The de novo study was conducted in 423 renal transplant patients (ages 18-75 years) in Austria, Canada, Germany, Hungary, Italy, Norway, Spain, UK and USA. Cadaveric donor specimens accounted for 84% of randomized patients. Patients were administered either Myfortic 1.44 g/day or mycophenolate mofetil 2 g/day within 48 hours post-transplant for 12 months in combination with cyclosporine, USP (MODIFIED) and corticosteroids. Forty-one percent of patients received antibody therapy as induction treatment. Treatment failure was defined as the first occurrence of biopsy-proven acute rejection, graft loss, death or lost to follow-up at 6 months. The incidence of treatment failure was similar in Myfortic- and mycophenolate mofetil-treated patients at 6 and 12 months (Table 2). The cumulative incidence of graft loss, death and lost to follow-up at 12 months is also given in Table 2.
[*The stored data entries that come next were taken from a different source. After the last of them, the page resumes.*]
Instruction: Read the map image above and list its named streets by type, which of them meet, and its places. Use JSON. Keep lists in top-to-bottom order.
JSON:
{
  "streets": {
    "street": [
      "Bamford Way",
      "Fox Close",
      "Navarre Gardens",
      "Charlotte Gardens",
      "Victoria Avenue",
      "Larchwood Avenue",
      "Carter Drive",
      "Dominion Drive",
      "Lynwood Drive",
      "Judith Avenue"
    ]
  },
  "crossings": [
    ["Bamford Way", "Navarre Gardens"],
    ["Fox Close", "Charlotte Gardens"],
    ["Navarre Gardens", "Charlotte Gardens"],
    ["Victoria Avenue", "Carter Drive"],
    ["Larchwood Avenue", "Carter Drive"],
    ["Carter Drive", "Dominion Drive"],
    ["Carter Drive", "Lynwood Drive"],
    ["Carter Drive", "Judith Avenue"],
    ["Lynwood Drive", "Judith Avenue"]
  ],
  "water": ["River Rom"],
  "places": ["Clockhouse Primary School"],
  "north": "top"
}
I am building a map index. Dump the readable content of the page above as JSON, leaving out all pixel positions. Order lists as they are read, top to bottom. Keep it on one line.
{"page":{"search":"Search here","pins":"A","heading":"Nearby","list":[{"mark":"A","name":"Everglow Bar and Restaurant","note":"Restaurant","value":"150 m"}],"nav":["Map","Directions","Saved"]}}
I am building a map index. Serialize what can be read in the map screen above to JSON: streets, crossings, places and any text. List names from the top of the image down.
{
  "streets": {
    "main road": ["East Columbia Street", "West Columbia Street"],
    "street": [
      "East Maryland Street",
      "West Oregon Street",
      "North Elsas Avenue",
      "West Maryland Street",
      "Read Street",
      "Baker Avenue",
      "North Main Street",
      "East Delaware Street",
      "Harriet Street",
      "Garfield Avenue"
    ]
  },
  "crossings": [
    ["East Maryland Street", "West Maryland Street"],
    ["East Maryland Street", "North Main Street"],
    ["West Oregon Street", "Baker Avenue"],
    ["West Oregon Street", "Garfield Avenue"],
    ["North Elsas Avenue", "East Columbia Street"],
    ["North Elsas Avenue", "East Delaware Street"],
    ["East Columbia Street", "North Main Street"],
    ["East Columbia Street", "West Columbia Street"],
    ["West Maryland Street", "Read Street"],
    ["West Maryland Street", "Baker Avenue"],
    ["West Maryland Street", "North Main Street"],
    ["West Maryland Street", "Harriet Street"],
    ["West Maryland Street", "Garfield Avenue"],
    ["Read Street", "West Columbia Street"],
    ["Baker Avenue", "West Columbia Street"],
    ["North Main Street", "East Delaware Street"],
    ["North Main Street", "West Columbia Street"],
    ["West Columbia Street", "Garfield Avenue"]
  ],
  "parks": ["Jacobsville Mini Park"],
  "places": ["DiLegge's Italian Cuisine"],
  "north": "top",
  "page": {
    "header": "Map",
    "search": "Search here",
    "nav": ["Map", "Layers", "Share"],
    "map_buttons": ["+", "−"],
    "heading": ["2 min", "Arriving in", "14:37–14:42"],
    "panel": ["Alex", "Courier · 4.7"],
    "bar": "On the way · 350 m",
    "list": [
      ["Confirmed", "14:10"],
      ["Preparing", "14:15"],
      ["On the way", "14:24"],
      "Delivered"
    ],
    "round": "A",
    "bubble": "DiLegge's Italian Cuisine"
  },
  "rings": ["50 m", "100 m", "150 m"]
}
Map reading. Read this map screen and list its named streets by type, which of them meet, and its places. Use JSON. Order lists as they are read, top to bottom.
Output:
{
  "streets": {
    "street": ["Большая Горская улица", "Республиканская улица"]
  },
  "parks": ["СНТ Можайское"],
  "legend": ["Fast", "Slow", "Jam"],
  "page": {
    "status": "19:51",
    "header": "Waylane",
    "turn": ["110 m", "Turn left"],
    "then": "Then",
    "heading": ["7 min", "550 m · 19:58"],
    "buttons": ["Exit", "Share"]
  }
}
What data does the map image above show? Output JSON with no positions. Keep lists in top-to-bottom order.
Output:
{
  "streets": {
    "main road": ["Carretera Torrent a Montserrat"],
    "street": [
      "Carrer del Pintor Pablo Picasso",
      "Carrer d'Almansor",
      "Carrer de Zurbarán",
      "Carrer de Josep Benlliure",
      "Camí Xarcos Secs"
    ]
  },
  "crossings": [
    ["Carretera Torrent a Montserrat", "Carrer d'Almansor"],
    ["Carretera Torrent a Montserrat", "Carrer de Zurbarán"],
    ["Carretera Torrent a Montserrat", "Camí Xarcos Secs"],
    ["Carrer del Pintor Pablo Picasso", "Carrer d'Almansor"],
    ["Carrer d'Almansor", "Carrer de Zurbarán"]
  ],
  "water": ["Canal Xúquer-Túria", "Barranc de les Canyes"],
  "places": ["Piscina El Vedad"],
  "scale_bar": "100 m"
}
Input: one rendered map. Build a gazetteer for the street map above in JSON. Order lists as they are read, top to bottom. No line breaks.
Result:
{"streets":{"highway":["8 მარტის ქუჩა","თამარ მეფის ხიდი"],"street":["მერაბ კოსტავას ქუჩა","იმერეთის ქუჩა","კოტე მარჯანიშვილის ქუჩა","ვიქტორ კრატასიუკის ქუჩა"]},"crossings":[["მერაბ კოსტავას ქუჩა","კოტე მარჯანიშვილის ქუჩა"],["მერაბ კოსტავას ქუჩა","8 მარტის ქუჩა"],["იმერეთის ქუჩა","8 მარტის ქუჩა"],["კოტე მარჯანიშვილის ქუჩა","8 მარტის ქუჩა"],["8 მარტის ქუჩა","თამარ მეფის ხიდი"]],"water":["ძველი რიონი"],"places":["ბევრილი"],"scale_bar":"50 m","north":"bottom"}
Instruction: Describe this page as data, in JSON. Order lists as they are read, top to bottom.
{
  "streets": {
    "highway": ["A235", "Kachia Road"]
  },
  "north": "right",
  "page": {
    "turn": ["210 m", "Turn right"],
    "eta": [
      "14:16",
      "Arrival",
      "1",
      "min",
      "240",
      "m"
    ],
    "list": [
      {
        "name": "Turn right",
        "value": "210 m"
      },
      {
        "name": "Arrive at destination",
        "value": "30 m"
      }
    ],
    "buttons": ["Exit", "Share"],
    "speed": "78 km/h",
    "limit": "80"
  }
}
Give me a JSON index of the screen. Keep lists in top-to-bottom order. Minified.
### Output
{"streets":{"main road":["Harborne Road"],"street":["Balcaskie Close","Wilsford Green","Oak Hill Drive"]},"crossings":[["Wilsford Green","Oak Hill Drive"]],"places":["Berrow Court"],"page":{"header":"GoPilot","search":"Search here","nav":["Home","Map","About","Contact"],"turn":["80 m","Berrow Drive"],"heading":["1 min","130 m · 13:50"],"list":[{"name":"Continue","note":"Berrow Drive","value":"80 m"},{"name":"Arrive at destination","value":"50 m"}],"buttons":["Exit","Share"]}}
Table 2 Treatment Failure in de novo Renal Transplant Patients (Percent of Patients) at 6- and 12-Months of Treatment when Administered in Combination with Cyclosporine* and Corticosteroids
| Myfortic® 1.44 g/day (n=213) | mycophenolate mofetil 2 g/day (n=210) |
| 6 Months | n (%) | n (%) |
| Treatment failure# | 55 (25.8) | 55 (26.2) |
| Biopsy-proven acute rejection | 46 (21.6) | 48 (22.9) |
| Graft loss | 7 (3.3) | 9 (4.3) |
| Death | 1 (0.5) | 2 (1.0) |
| Lost to follow-up** | 3 (1.4) | 0 |
| 12 Months | n (%) | n (%) |
| Graft loss or death or lost to follow up*** | 20 (9.4) | 18 (8.6) |
| Treatment failure | 61 (28.6) | 59 (28.1) |
| Biopsy-proven acute rejection | 48 (22.5) | 51 (24.3) |
| Graft loss | 9 (4.2) | 9 (4.3) |
| Death | 2 (0.9) | 5 (2.4) |
| Lost to follow-up** | 5 (2.3) | 0 |
*USP (MODIFIED) **Lost to follow-up indicates patients who were lost to follow-up without prior biopsy-proven acute rejection, graft loss or death ***Lost to follow-up indicates patients who were lost to follow-up without prior graft loss or death (9 Myfortic patients and 4 mycophenolate mofetil patients) #95% confidence interval of the difference in treatment failure at 6 months (Myfortic – mycophenolate mofetil) is (-8.7%, 8.0%). |
The maintenance study was conducted in 322 renal transplant patients (ages 18–75 years), who were at least 6 months post-transplant receiving 2 g/day mycophenolate mofetil in combination with cyclosporine USP (MODIFIED), with or without corticosteroids for at least two weeks prior to entry in the study. Patients were randomized to Myfortic 1.44 g/day or mycophenolate mofetil 2 g/day for 12 months. The study was conducted in Austria, Belgium, Canada, Germany, Italy, Spain, and USA. Treatment failure was defined as the first occurrence of biopsy-proven acute rejection, graft loss, death, or lost to follow-up at 6 and 12 months. The incidences of treatment failure at 6 and 12 months were similar between Myfortic- and mycophenolate mofetil-treated patients (Table 3). The cumulative incidence of graft loss, death and lost to follow-up at 12 months is also given in Table 3.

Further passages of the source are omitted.